What you should do
Among the records below, find the lines with the word "read" and copy them.

Exercise input
==================================================

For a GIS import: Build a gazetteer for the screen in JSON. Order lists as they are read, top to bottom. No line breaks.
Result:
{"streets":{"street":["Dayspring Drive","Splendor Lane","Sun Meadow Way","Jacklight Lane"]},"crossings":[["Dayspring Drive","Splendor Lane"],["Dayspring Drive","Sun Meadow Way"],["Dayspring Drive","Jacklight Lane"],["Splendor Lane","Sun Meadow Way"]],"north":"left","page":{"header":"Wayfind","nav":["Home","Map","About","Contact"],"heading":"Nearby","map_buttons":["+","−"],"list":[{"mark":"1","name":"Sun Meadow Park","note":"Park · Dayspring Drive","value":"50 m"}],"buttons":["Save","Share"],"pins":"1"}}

==================================================

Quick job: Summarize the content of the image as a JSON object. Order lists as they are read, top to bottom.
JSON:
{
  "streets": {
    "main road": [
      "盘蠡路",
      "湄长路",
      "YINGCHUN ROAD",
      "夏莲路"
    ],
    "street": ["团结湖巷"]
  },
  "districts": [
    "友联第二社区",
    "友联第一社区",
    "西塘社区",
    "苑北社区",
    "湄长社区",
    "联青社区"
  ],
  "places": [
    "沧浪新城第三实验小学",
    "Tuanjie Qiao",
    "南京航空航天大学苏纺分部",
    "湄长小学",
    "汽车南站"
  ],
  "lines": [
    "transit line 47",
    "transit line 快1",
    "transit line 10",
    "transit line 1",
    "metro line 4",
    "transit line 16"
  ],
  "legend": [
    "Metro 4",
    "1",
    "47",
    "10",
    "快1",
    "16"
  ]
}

==================================================

Solution to this problem
For a GIS import: Build a gazetteer for the screen in JSON. Order lists as they are read, top to bottom. No line breaks.
Quick job: Summarize the content of the image as a JSON object. Order lists as they are read, top to bottom.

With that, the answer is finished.